Tell how many lines of the data include the word "they". Nothing but the number belongs in the answer.
********
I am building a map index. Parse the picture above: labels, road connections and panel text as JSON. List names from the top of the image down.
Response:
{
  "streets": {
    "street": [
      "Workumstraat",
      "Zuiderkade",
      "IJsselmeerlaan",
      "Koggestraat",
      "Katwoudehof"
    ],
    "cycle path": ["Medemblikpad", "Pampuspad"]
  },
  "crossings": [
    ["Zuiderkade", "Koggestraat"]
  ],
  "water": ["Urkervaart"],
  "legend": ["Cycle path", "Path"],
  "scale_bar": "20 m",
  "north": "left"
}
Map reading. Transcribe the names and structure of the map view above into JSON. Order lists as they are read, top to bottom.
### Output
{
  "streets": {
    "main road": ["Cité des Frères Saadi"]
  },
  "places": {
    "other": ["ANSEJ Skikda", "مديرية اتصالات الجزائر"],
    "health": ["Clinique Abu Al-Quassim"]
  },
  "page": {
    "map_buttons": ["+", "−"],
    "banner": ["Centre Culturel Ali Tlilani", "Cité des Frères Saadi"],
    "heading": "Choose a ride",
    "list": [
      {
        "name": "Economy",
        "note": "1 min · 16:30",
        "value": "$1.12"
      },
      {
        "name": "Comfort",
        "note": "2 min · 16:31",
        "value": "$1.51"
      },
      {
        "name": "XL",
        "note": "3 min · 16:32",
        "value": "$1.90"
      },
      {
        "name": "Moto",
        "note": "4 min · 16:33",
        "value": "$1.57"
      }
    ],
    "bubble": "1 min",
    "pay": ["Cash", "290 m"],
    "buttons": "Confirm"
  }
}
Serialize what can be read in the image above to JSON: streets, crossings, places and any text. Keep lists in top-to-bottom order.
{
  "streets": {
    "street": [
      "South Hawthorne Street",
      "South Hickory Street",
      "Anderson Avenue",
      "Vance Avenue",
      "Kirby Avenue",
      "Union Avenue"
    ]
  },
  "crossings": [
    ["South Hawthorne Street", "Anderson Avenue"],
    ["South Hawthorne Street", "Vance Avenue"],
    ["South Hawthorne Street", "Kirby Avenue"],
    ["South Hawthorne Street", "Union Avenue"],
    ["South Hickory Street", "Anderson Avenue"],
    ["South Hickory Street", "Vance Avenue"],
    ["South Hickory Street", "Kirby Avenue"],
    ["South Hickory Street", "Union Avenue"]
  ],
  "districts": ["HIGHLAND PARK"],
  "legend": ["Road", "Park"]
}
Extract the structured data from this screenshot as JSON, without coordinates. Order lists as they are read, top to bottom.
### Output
********
Solution -> 2